What is the difference between a TRI-Y and a 4-into-1 design? A 4-into-1 design is perhaps the most traditional design. This design is common to the US market and is well used within the drag race fraternity. The basic principle behind the design is that the scavenging effect within the collector cone effects the three remaining pipes (in a V8 half), instead of limiting the pulse to the very next pipe in the sequence. This generally results in a header that performs very well in the mid-range to top end of the engines performance.

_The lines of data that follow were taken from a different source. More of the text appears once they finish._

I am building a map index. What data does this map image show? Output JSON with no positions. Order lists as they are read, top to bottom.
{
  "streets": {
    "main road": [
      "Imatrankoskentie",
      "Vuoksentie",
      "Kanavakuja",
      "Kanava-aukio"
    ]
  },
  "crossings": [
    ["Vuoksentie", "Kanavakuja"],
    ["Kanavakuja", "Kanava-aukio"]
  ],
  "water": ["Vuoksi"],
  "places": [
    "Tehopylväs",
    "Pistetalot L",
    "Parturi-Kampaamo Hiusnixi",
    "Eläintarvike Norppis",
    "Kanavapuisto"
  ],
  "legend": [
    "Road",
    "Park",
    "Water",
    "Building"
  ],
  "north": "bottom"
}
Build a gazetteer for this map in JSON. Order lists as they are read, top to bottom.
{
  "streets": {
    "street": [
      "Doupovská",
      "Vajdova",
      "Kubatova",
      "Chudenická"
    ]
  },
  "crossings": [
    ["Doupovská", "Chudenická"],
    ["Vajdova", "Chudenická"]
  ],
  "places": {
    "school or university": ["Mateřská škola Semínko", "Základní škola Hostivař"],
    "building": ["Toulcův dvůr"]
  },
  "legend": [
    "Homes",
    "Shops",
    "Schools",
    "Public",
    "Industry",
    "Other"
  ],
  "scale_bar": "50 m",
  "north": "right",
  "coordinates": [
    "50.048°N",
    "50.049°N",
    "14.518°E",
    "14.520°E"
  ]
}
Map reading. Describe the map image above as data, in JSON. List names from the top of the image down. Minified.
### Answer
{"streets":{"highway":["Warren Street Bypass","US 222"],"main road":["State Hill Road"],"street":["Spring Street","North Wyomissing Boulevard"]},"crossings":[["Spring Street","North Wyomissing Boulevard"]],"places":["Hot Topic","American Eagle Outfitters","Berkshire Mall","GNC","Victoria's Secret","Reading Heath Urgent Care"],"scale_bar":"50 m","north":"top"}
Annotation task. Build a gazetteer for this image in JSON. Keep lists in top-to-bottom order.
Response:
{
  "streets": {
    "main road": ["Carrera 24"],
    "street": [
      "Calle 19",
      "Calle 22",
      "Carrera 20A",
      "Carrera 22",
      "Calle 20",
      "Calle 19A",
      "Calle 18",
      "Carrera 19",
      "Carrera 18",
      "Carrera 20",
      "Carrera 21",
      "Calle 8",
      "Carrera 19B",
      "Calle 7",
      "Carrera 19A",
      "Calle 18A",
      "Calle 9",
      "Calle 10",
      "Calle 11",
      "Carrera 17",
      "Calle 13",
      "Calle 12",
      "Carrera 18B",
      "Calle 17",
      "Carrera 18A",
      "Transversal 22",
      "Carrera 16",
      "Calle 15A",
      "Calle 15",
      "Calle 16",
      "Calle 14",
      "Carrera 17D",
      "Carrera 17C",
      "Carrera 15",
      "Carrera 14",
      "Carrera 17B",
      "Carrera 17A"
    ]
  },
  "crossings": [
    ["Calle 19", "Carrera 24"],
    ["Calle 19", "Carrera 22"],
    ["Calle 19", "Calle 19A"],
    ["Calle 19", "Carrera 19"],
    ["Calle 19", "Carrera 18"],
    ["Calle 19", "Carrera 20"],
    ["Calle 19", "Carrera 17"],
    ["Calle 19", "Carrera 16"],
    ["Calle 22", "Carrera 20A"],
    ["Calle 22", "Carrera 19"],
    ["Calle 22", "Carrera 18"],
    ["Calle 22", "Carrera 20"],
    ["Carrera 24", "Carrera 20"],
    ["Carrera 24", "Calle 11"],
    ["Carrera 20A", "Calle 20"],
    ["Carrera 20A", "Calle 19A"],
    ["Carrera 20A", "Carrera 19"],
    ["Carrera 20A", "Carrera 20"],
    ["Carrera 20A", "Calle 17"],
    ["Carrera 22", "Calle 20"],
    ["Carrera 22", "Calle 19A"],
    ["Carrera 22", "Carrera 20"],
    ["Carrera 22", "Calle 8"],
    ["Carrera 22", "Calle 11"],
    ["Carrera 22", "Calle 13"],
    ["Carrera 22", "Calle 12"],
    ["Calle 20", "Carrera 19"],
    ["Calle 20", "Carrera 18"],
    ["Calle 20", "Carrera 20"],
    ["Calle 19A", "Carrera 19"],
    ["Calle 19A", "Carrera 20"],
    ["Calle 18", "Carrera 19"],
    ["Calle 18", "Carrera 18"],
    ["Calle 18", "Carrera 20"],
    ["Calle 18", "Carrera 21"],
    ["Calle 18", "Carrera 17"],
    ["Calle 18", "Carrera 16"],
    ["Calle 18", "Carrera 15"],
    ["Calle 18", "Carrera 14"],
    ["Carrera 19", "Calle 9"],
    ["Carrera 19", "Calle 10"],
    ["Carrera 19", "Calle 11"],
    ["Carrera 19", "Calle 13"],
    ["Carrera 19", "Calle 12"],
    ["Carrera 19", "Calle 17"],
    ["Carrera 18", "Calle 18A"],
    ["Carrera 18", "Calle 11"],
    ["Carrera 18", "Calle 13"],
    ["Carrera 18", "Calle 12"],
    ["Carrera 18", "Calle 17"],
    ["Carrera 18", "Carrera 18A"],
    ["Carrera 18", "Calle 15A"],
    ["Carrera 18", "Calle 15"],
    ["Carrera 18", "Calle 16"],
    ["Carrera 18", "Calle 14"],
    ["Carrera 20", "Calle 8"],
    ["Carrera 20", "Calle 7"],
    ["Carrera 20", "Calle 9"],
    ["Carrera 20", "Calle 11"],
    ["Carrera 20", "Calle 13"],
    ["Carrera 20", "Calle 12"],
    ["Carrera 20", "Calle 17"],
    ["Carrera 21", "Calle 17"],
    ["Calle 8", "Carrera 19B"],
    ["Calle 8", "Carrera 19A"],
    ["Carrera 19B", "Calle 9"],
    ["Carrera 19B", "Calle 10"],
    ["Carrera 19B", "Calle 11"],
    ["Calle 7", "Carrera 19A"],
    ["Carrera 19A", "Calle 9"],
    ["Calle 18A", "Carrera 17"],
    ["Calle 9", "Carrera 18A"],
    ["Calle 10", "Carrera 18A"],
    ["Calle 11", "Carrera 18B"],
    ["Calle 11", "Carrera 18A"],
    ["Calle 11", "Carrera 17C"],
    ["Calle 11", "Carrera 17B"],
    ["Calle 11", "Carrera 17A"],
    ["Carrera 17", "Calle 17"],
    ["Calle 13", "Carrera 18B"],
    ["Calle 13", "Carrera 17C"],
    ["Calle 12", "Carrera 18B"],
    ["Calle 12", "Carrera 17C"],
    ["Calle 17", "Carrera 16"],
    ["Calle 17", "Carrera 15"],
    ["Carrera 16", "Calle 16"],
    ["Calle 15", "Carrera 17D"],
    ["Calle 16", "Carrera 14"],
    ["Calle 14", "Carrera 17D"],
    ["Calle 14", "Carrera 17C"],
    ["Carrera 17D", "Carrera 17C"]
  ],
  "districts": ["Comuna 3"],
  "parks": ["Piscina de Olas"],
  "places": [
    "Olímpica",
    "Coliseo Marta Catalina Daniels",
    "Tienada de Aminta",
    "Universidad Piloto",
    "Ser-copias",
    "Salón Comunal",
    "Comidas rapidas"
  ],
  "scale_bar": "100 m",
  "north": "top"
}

A TRI-Y on the other hand splits the firing order evenly and uses the secondary pipes as sequential collectors. This results in generally a greater scavenging effect due to the fact that scavenging is achieved at 2 different points in the header design, firstly at the primary to the secondary collector and secondly to the secondary outlet collector. Generally, this improves torque in the lower to mid-range performance of the engine.
Both designs are usually more efficient than a standard manifold and both offer distinctly different advantages.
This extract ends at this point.